I see great posts here The problem I see with higher then 1Mhz frequency is because of interaction with load. I think such high frequency we can only store in capacitors and discharge at lower rate.It may look like a weak current for any other loads due to wrong impedance.Just my two cents.

OK so what I can do is put the shorter coil "B's" back in which sounds like a good idea now I have the function generator.

They are fairly small, my Coil "A's" or the bottom part of the secondaries have about 55 meters of wire on them and the same 55m on the short coil "B's" the long coil "B's" I have on there now are 212 meters of wire.

So at the moment I have 270 meter or so secondaries.

I'll chuck one of the short ones in and find the new frequency which should be about 1Mhz or a bit more, then I'll know how much coax i'll need. Coax will be good for other things too. But I won't be able to get some for a week or two. So some time for other things inbetween.

I noticed the update for the velocity correction too.

Sounds like fun.

Let me also shine some light on the significance of the pancake coil. I added the following note to Eric's book on my wiki:

Tuks DrippingPedia : Theory Of Wireless Power

This refers to this document: http://www.tuks.nl/pdf/Reference_Mat...ity_Factor.pdf


This article shows that the velocity factor goes to zero when the h/d ratio goes to zero. This means that a pancake coil is the easiest coil design to drive into a higher order resonance mode because the waves propagate trough it at much lower speeds compared to when they would travel trough the air, hence you easily get long wavelengts. So, it has low resonance frequencies and is therefore easy to drive into higher order resonance, and that is most likely why Tesla liked it so much.

So far, so good.

Now in order to be able to pick up all that energy in the multiple dipoles a higher order resonance mode in a coil consists of, you have to find a way to pick up the energy of all these dipoles, in this cause trough a coupled coil, the primary. And that means first of all that is very important to match the resonance frequencies of the primaries and the secondaries in your coil. The natural resonance frequency of your secondary (the center winding) should be a multiple of the primary one. They have to be matched to one another, IMHO, for maximum output.

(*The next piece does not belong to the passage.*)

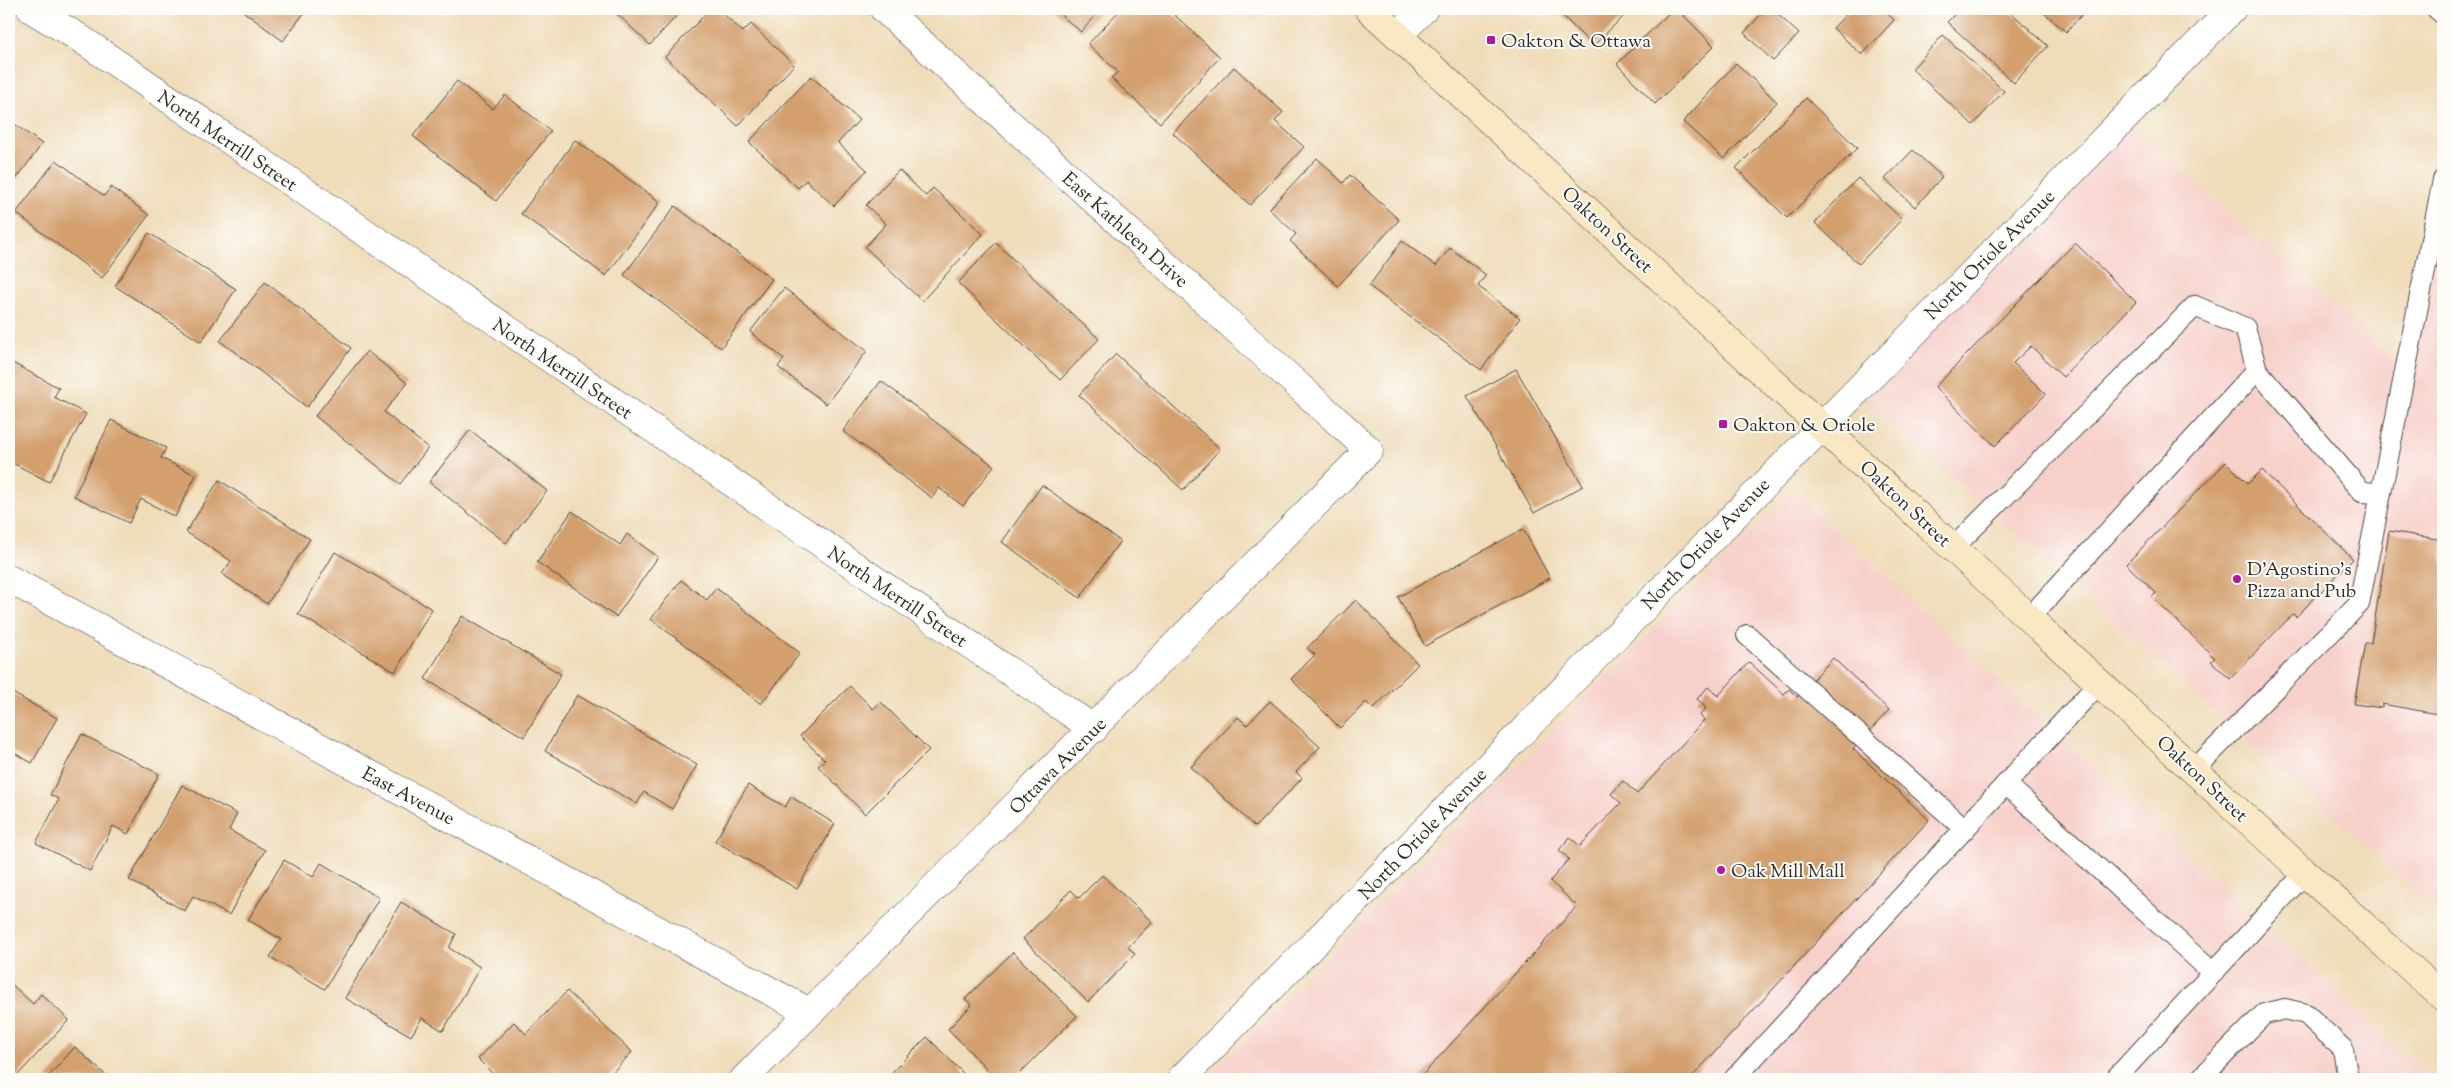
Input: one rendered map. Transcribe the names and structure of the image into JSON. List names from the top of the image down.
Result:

Update 2: Oops. That should be the other way around. The central, secondary coil has more windings than the primary and has therefore a lower resonance frequency. So, the self- or natural resonance frequency of the primary should be a multiple of that of the secondary.

And the pancake coil, or better: pakcake transformer, is most suitable for picking up all the energy from in the large secondary, because all the windings as well as all the dipoles are in one plane, no matter how/where they are actually placed in 3D, even though I guess the wave pattern inside a pancake coil will look something like this:


For a long, single wound coil, things get very complicated. How do you match the primary and secondary windings such that you are able to pick up energy from all the dipoles your standing wave consists of??

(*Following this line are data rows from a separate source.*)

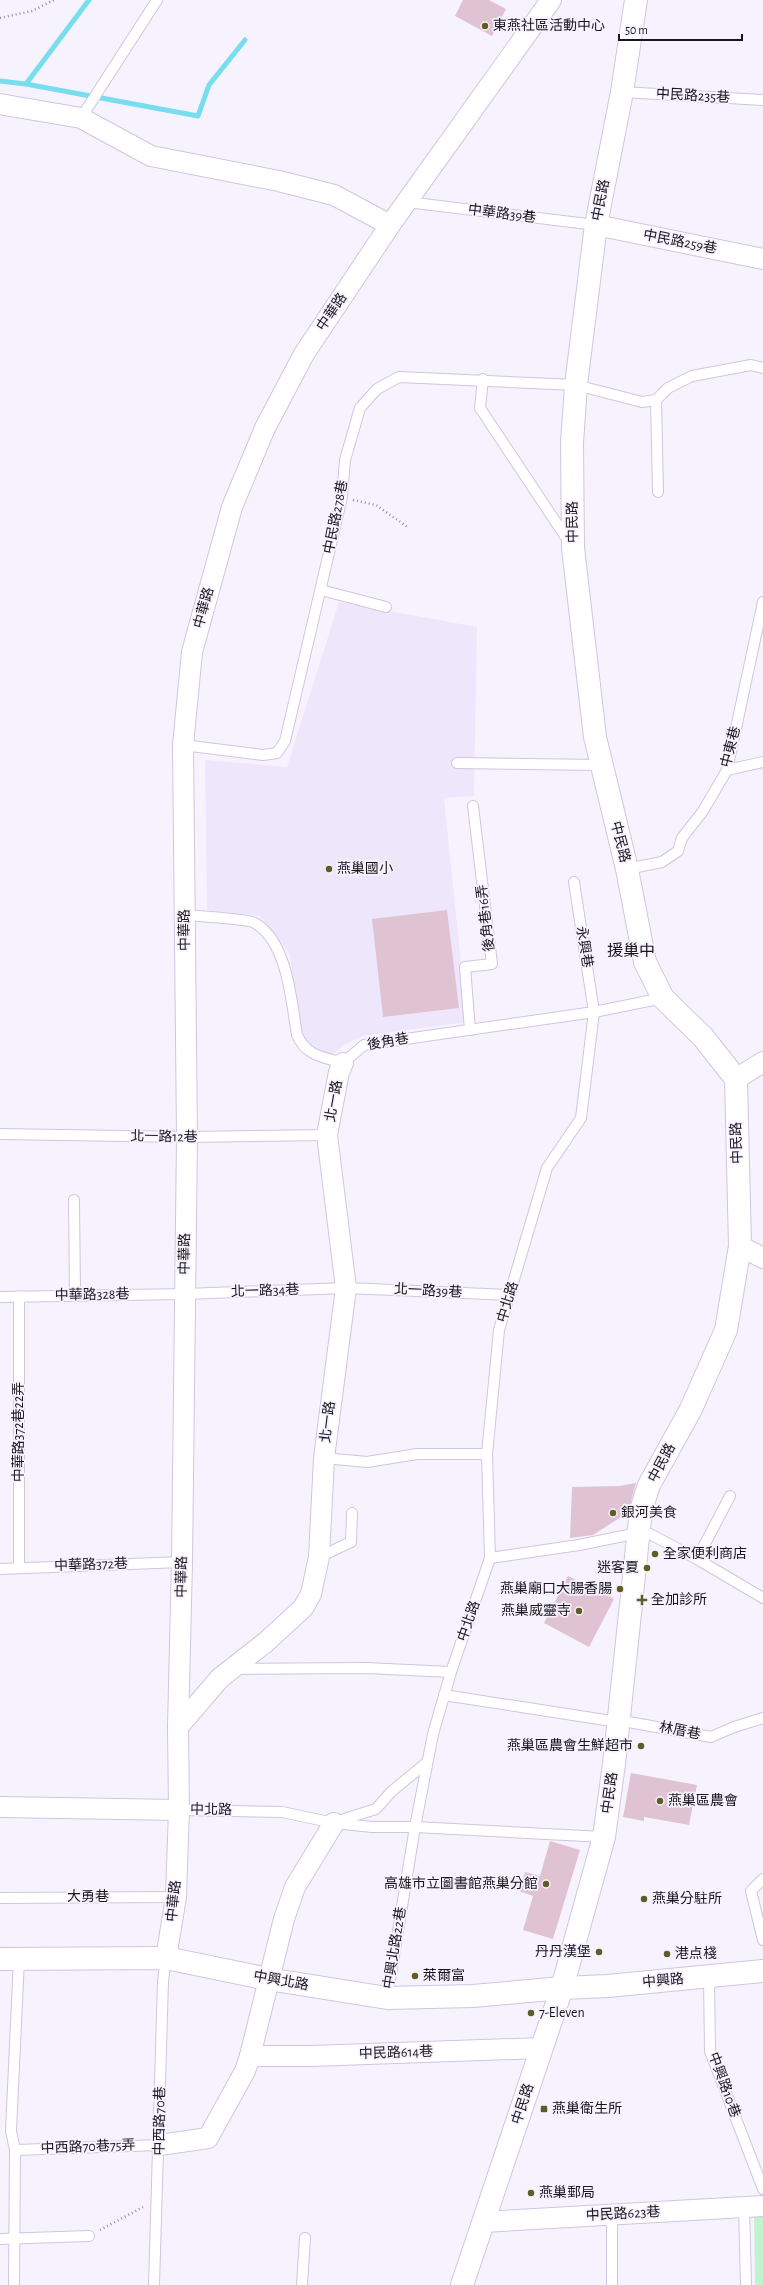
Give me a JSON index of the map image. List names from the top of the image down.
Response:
{
  "streets": {
    "street": [
      "中民路",
      "中民路259巷",
      "中華路",
      "北一路",
      "中北路",
      "中興北路",
      "中興路",
      "中民路614巷",
      "中民路623巷"
    ],
    "lane": [
      "中民路235巷",
      "中華路39巷",
      "中民路278巷",
      "中東巷",
      "後角巷16弄",
      "永興巷",
      "後角巷",
      "北一路12巷",
      "北一路34巷",
      "北一路39巷",
      "中華路328巷",
      "中華路372巷22弄",
      "中華路372巷",
      "林厝巷",
      "大勇巷",
      "中興北路22巷",
      "中興路10巷",
      "中西路70巷",
      "中西路70巷75弄"
    ]
  },
  "crossings": [
    ["中民路235巷", "中民路"],
    ["中民路", "中華路39巷"],
    ["中民路", "中民路259巷"],
    ["中民路", "中民路278巷"],
    ["中民路", "中東巷"],
    ["中民路", "後角巷"],
    ["中民路", "林厝巷"],
    ["中民路", "中興北路"],
    ["中民路", "中興路"],
    ["中民路", "中民路614巷"],
    ["中民路", "中民路623巷"],
    ["中華路39巷", "中民路259巷"],
    ["中華路39巷", "中華路"],
    ["中華路", "中民路278巷"],
    ["中華路", "北一路"],
    ["中華路", "北一路12巷"],
    ["中華路", "北一路34巷"],
    ["中華路", "中華路328巷"],
    ["中華路", "中北路"],
    ["中華路", "中華路372巷"],
    ["中華路", "大勇巷"],
    ["中華路", "中興北路"],
    ["中華路", "中西路70巷"],
    ["後角巷16弄", "後角巷"],
    ["永興巷", "後角巷"],
    ["永興巷", "中北路"],
    ["後角巷", "北一路"],
    ["後角巷", "中北路"],
    ["北一路", "北一路12巷"],
    ["北一路", "北一路34巷"],
    ["北一路", "北一路39巷"],
    ["北一路34巷", "北一路39巷"],
    ["北一路34巷", "中華路328巷"],
    ["北一路39巷", "中北路"],
    ["中華路328巷", "中華路372巷22弄"],
    ["中北路", "林厝巷"],
    ["中北路", "中興北路22巷"],
    ["中華路372巷22弄", "中華路372巷"],
    ["中興北路22巷", "中興北路"],
    ["中興北路", "中興路"],
    ["中興北路", "中西路70巷"],
    ["中興路", "中興路10巷"],
    ["中西路70巷", "中西路70巷75弄"]
  ],
  "districts": ["援巢中"],
  "places": {
    "other": [
      "東燕社區活動中心",
      "燕巢國小",
      "銀河美食",
      "全家便利商店",
      "迷客夏",
      "燕巢廟口大腸香腸",
      "燕巢威靈寺",
      "燕巢區農會生鮮超市",
      "燕巢區農會",
      "高雄市立圖書館燕巢分館",
      "燕巢分駐所",
      "丹丹漢堡",
      "港点棧",
      "萊爾富",
      "7-Eleven",
      "燕巢郵局"
    ],
    "health": ["全加診所"],
    "transit": ["燕巢衛生所"]
  },
  "scale_bar": "50 m"
}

And that is probably the reason why my idea of resonating two transformers did not work. I posted that here:
http://www.energeticforum.com/renewa...tml#post146289

Update: Note that with the Kapagen design, the energy is picked up by the same coil as the one creating/maintaining the dipoles c.q. the standing wave. So, that appears to be another possibility for getting your hands on the free energy picked up by the standing wave dipoles from the zero-point field.

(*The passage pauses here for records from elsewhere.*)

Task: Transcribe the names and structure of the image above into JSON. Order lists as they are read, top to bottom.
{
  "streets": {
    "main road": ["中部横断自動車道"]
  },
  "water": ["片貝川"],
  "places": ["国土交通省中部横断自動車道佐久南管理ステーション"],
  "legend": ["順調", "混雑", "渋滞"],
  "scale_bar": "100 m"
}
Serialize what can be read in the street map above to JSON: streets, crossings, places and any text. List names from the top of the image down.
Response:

Update 3: While for a single-wound coil, it is more complicated to pick up the energy collected by the various dipoles in a coil resonating in higher order resonance, it is possible to do it. IIRC, Don Smith did this. He showed a coil sliding over a resonating coil which he used to tap energy with. See: Don Smith's Briefcase Device

As I said: more complicated....

Connection to Puharich's water motorcycle

On the jk_wireless group comment about the dependence of distance between transmitter and receiver:

jk_wireless : Jackson's Wireless Power Transmission

I replied:


Now even though this is not directly related to replicating Tesla's Wireless System, let's take a little sidestep to Puharich's system, because there are many similarities.

I wrote about Puharich and Meyer's system in my 'article' at Pes:
Article:Free Electric Energy in Theory and Practice - PESWiki

This is his main schematic:
Andrija Puharich: Water Decomposition by AC Elecrolysis >


He used a modulated signal to drive his fuel cell, about which he said:

A very intriguing picture from his patent is this one:

Especially when compared to this one:

This shows very clearly that Puharich got the water inside his fuell cell into acoustic resonance and therefore matched the audio frequency signal he was modulating to the acoustic resonance frequency of the "water organ pipe" he was driving into resonance.

However, the important part for this thread is this:

When you take a look at his transformer and the coils L1 and L2, you have something very similar to Tesla's principal design, with some key differences, though.

First of all, there are no top spheres and secondly, the capacitive resonator being driven (Earth vs. a fuel cell) is driven in a distinctly different way.

Tesla arranged his system such that he was able to drive a current into his capative resonator, while Puharich arranged his system such that he was able to excite his capacitive resonator, whereby his plates were undoubtly covered by some thin insulating layer (dielectric) by means of a strong electric field. In other words: Puharich drove his load by a virtually current-less voltage across an insulated capacitive resonater, while Tesla drives a current into his capacitive resonator, probably because it was not so well insulated.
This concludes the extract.